Dividend Yield per Month
A company will always show its dividend yield as the amount of money paid in dividends for one share of stock divided by the value of one share. This is always expressed as a percentage. To calculate the dividend yield per month, simply divide the annual dividend yield by twelve. It should be noted, however, dividends are rarely if ever paid per month. Quarterly is most common but some companies pay dividends twice or even once a year. However, the dividend yield per month is useful for retires as it gives you a clearer idea of how much money will be available for expenses every month.
Dow Jones Historical Dividend Yield
When devising a dividend yield strategy, it is useful to have a little perspective. For example, the Dow Jones historical dividend yield is a good place to start. All of the current Dow companies pay dividends. The current range of dividend yields in this group is 0.66% to 5.7% per year. The average number of years the companies have been paying dividends is 70 years with JPMorgan Chase & Company at the long end at 192 years. Within this group, the average number of years that companies have increased dividends every year is 18 years.
Dividend Rate and Yield
Make sure that you know the difference between rate and yield when dividend investing. The rate of the dividend is the amount of money you receive per year in dividend payments. The yield is that amount divided by the share price and expresses as a percentage. When you are looking for a good return for your investment, look for dividend yield. But, when calculating how much you will receive, or be able to reinvest, look at the dividend rate! The rate is important to look at when you see the stock price going down but the yield going up. This means that the company is buying your allegiance with dividends when they are not growing but rather shrinking!
Dividend Yield Model
Some investors use a dividend yield model or dividend discount model to assess the value of a stock based on its forward-looking dividend payments. This approach is similar to the assessment of intrinsic stock value as it attempts to predict the future earnings and dividend payments of a company. The point of this approach is that you can arrive at a fair market value based on dividends instead of variable market sentiment. This approach is especially useful for companies that have paid dividends for decades and usually increased dividends on a yearly basis.
Dividend Yield Factor
Our stock investments are always based on several factors. These include the prospect of growth of the company and the growth of its stock price. Companies are rising to dominance in their sectors, companies with a strong margin of safety, and companies with a lock on given technologies are all ones with strong factors that we take into consideration when investing. The dividend yield factor plays into this as well. Companies whose dividend yield keeps going up along with their stock price are ones that are doing things right and likely to reward your investment for years to come.

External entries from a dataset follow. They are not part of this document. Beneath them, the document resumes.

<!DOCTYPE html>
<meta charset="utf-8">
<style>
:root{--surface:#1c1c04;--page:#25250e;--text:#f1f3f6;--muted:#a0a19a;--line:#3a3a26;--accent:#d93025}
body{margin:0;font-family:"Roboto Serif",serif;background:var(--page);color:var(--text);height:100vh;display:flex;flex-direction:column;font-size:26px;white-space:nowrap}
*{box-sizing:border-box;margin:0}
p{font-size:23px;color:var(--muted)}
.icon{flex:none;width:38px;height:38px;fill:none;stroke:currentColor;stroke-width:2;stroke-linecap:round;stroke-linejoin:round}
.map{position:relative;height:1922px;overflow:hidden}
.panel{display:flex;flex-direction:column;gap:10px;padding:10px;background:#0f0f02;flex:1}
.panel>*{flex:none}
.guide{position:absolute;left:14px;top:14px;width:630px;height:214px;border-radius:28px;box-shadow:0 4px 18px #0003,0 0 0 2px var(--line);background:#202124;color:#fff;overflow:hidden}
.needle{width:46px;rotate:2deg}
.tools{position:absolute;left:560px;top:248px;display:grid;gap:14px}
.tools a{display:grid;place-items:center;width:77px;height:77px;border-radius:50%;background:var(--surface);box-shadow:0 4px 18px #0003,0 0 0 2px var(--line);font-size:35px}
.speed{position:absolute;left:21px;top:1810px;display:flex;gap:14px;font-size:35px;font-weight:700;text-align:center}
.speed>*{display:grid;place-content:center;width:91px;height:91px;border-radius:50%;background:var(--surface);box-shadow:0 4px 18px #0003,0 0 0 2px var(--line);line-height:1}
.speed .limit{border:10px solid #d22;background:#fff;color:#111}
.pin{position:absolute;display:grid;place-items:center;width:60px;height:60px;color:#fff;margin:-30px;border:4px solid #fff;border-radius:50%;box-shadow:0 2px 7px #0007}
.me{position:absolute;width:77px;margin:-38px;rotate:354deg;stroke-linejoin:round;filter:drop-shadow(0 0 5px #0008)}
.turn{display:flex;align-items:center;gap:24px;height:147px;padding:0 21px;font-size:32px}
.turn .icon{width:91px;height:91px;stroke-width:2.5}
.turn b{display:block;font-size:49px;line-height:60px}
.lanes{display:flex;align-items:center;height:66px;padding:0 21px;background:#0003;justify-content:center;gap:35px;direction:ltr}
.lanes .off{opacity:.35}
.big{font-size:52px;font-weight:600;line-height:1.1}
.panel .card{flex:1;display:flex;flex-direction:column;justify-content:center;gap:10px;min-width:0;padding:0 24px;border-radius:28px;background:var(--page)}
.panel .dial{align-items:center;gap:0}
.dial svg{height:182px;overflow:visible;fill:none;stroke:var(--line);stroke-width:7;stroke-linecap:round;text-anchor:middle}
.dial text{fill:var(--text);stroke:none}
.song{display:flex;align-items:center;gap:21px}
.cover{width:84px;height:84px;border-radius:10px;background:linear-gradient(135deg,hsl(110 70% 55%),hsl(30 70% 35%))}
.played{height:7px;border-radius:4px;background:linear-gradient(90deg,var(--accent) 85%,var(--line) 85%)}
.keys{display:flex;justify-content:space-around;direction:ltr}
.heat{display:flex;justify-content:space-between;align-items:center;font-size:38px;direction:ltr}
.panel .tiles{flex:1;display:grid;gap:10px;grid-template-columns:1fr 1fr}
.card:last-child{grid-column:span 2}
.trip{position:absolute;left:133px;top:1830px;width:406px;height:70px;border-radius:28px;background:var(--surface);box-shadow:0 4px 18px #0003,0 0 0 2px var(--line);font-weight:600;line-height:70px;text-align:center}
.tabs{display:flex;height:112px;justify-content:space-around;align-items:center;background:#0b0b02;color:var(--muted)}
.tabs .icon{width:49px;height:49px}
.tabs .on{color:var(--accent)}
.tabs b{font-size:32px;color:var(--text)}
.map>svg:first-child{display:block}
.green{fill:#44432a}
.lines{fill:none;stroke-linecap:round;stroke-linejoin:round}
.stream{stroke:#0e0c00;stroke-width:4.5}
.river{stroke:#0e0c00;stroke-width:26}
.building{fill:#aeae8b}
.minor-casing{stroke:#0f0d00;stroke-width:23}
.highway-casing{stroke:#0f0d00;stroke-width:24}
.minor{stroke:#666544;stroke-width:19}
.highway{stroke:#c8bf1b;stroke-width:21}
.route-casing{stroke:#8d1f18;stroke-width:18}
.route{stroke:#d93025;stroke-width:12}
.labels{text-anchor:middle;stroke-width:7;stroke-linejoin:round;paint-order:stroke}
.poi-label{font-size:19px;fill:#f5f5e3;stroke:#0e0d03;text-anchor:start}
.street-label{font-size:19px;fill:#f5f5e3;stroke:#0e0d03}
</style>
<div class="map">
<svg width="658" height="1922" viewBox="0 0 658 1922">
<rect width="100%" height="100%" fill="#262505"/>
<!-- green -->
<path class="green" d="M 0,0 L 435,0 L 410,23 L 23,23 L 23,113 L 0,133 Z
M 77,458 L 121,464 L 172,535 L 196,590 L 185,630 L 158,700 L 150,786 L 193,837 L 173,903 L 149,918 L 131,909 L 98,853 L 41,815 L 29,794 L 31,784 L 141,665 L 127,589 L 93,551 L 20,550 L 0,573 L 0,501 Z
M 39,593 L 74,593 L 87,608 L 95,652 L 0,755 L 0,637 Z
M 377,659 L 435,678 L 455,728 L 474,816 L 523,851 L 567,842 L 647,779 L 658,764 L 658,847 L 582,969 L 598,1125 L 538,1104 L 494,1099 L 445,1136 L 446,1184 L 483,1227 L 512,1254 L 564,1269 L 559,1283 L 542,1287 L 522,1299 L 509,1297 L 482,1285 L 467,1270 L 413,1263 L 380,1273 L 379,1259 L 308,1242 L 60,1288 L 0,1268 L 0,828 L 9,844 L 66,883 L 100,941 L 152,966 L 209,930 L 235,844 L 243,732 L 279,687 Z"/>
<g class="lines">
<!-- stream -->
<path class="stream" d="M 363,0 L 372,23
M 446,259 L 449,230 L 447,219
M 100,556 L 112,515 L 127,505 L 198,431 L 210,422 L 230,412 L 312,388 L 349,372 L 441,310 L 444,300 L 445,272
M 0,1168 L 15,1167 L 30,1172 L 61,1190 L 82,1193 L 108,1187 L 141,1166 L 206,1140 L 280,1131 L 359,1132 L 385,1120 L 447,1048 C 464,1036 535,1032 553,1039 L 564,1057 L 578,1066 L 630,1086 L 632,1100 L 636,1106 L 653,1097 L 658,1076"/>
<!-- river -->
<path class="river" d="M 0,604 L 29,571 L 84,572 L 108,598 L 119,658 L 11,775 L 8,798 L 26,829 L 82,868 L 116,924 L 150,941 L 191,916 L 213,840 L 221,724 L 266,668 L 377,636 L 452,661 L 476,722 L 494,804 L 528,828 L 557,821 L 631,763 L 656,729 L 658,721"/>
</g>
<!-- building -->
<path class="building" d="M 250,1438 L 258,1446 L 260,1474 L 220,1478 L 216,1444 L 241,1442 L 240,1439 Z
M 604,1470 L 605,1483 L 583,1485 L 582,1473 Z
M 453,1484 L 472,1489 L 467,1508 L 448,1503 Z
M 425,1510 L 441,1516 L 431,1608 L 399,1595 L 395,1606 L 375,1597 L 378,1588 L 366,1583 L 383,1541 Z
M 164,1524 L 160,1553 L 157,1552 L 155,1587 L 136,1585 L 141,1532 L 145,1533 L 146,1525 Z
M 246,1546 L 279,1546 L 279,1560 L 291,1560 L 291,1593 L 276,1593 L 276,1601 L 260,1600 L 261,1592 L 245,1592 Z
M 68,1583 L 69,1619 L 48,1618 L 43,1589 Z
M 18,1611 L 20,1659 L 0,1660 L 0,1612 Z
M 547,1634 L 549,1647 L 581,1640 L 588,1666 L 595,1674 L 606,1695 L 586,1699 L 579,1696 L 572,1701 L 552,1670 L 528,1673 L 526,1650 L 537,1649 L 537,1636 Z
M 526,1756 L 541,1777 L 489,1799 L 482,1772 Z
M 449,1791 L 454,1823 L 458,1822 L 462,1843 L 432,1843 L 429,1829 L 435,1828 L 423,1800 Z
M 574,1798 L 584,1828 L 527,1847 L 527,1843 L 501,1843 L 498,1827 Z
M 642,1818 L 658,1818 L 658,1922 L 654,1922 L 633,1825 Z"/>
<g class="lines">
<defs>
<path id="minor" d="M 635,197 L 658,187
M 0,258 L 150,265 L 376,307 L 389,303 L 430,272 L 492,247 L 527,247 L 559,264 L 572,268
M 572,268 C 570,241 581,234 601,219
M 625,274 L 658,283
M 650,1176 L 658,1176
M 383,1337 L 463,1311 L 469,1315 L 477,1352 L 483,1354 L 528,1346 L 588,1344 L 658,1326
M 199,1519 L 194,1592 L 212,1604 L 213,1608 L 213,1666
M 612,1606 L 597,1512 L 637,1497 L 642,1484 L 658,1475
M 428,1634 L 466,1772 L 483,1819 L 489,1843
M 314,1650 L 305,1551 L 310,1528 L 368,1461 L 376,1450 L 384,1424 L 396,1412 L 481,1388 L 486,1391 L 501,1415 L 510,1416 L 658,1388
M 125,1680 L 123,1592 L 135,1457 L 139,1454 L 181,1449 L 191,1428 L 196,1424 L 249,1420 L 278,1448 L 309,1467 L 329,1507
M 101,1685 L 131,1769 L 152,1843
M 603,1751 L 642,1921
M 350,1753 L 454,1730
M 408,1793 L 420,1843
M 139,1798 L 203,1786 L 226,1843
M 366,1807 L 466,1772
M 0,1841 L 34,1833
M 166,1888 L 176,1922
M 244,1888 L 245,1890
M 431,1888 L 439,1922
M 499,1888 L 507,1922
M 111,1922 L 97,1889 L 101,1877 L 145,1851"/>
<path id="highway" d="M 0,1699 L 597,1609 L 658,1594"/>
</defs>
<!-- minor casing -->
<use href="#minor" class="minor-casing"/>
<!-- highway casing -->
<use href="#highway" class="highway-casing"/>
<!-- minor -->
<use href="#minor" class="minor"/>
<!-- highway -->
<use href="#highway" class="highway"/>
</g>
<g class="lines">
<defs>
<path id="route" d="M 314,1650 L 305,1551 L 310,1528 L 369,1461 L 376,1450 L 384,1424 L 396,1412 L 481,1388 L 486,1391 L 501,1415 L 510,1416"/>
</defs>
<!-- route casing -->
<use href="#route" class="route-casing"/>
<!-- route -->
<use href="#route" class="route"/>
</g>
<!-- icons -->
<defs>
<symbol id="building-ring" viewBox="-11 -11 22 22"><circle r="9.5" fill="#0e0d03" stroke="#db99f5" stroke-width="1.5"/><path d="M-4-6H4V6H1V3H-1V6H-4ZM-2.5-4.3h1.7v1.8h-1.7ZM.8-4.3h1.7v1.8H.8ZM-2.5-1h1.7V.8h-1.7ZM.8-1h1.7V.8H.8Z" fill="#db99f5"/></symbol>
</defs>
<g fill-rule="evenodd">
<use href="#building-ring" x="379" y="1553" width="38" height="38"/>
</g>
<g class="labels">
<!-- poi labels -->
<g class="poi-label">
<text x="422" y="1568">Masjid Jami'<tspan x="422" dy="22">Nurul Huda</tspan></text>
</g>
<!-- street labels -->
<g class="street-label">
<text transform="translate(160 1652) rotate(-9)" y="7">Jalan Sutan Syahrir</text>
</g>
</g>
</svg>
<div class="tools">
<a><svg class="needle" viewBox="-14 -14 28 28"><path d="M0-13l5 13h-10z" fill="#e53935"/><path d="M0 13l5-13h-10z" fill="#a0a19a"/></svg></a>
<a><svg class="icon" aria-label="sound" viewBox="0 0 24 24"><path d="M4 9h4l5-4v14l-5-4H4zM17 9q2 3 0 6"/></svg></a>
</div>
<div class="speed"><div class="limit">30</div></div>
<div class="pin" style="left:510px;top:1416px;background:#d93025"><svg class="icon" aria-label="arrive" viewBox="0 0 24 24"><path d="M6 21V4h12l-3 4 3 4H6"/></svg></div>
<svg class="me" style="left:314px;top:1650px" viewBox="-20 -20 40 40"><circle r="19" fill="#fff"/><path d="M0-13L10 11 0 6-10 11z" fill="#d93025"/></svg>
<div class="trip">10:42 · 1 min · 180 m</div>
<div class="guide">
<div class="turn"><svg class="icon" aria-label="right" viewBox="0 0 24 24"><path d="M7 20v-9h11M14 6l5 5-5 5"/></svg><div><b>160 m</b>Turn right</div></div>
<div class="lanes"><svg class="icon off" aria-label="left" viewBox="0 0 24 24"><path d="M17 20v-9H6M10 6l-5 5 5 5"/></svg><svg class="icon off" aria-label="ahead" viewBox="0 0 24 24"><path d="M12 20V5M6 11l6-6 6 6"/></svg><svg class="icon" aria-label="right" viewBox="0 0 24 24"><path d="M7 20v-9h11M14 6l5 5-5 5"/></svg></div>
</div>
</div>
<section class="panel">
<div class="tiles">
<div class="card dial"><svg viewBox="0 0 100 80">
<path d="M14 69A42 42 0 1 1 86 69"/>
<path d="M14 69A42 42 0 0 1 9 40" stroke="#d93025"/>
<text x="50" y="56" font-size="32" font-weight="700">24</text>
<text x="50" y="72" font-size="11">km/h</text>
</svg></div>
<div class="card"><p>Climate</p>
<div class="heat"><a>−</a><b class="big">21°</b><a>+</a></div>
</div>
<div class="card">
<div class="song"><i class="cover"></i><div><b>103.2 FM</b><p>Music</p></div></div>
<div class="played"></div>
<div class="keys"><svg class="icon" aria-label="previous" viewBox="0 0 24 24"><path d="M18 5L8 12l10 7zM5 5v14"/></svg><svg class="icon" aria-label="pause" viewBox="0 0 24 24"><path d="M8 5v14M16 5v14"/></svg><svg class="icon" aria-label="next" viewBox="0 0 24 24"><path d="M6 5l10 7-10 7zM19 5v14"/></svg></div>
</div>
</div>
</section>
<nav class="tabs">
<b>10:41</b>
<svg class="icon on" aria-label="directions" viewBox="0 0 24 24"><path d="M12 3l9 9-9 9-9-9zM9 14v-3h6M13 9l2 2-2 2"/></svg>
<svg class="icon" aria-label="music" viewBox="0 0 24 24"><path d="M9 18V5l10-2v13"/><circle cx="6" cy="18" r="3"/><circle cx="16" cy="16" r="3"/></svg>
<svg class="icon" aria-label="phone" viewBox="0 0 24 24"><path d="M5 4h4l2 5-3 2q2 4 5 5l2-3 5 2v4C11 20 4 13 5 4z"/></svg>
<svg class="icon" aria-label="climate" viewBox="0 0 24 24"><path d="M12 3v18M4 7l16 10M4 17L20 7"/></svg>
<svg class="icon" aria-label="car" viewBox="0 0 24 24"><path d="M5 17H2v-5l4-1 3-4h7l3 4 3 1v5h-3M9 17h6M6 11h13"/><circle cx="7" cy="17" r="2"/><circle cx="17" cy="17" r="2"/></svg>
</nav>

Dividend Yield Enhancement
Many investors view dividend stocks as an alternative to bonds and make the mistake of thinking these sorts of investments are the same. They are not. When you choose well when buying dividend stocks you not only get a dividend that is comparable to a bond but you get the likelihood of dividend yield enhancement. As we noted, the average number of years that stocks in the Dow have increased their dividend payment every year is 18. With this sort of dividend yield enhancement, you get a better return for your original investment as a stock that is probably growing in price as well!
Dividend Yield Calculation Example
Value investors looking for reliable dividend income should look at dividend yield as it tells you what a company pays to shareholders each year in relation to its share price. Here is a dividend yield calculation example. Start with the dollar value of the yearly dividend and divide by the price of one share.
In June of 2020, Microsoft announced a dividend of $0.51 a share per quarter or $2.04 per year with the first payment at this level to start September 10, 2020, to shareholders of record on August 20, 2020. The current yearly dividend of Microsoft is $2.04 and the current share price in September 2020 is $214.25.
Thus the dividend yield of MSFT is $2.04/$214.25 = 0.9%.